:: Work instruction ::
All pictures are to be excluded when the data below is output verbatim.

:: Source material ::

- - - -

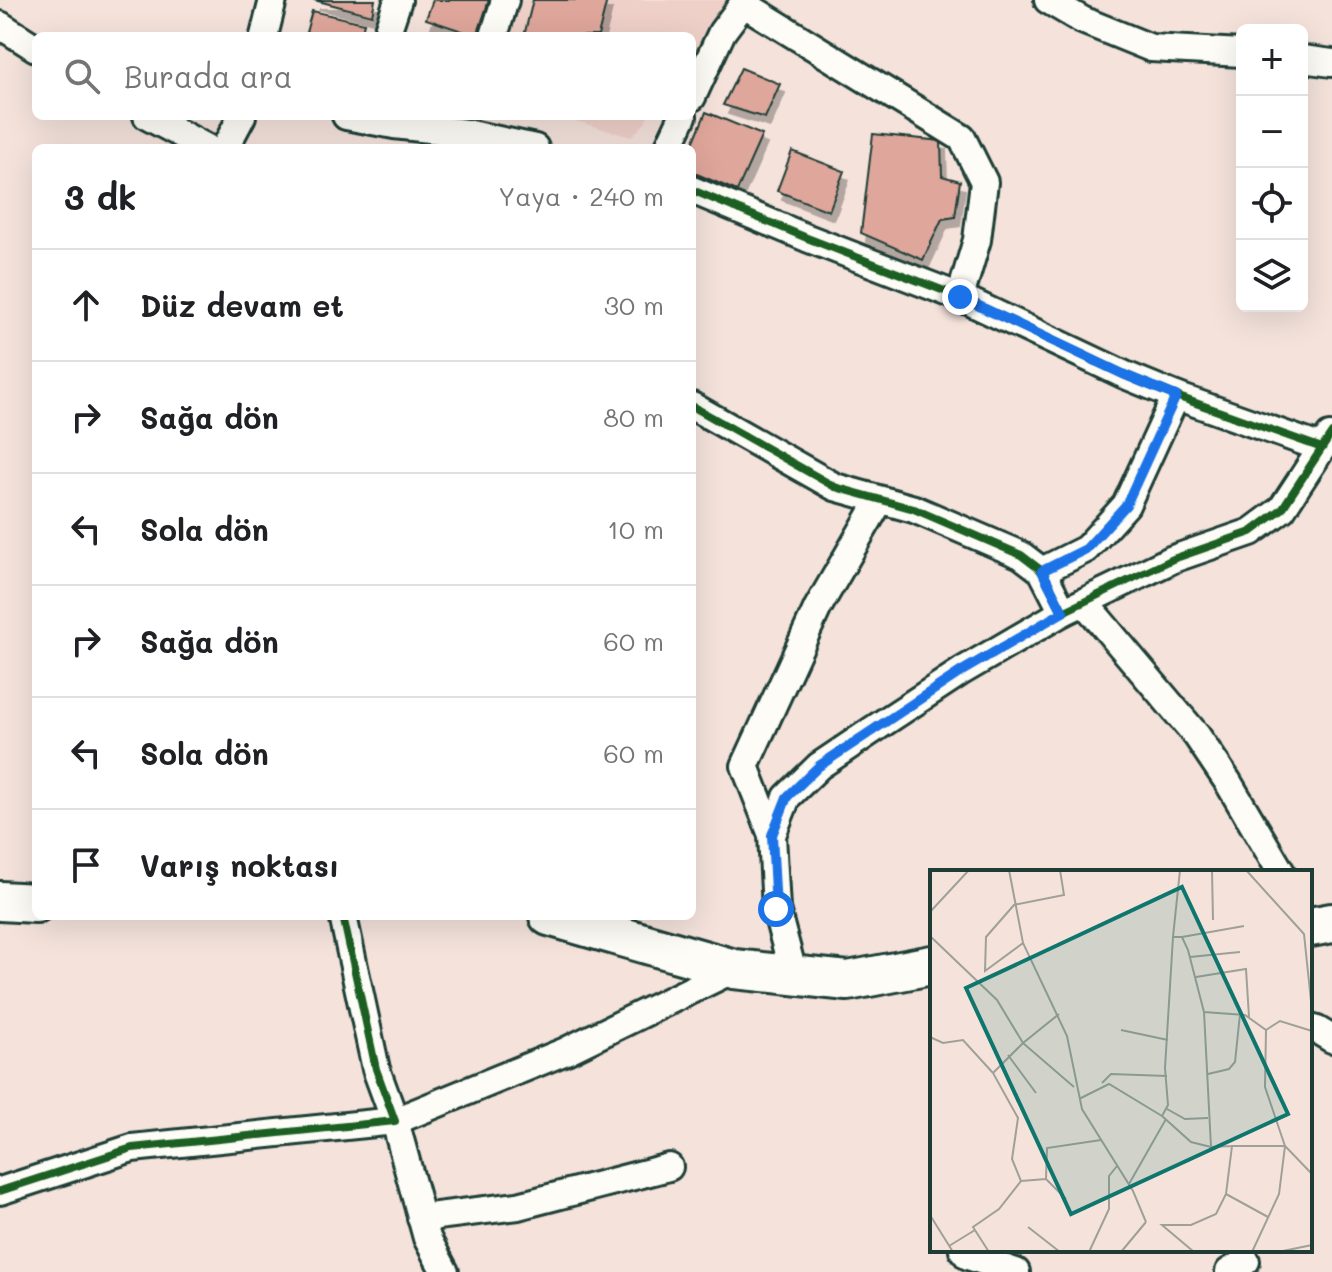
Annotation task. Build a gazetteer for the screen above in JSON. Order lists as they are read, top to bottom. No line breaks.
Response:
{"page":{"map_buttons":["+","−"],"search":"Burada ara","heading":["3 dk","Yaya · 240 m"],"list":[["Düz devam et","30 m"],["Sağa dön","80 m"],["Sola dön","10 m"],["Sağa dön","60 m"],["Sola dön","60 m"],"Varış noktası"]}}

- - - -

:: Response to this exercise ::
Annotation task. Build a gazetteer for the screen above in JSON. Order lists as they are read, top to bottom. No line breaks.
Response:
{"page":{"map_buttons":["+","−"],"search":"Burada ara","heading":["3 dk","Yaya · 240 m"],"list":[["Düz devam et","30 m"],["Sağa dön","80 m"],["Sola dön","10 m"],["Sağa dön","60 m"],["Sola dön","60 m"],"Varış noktası"]}}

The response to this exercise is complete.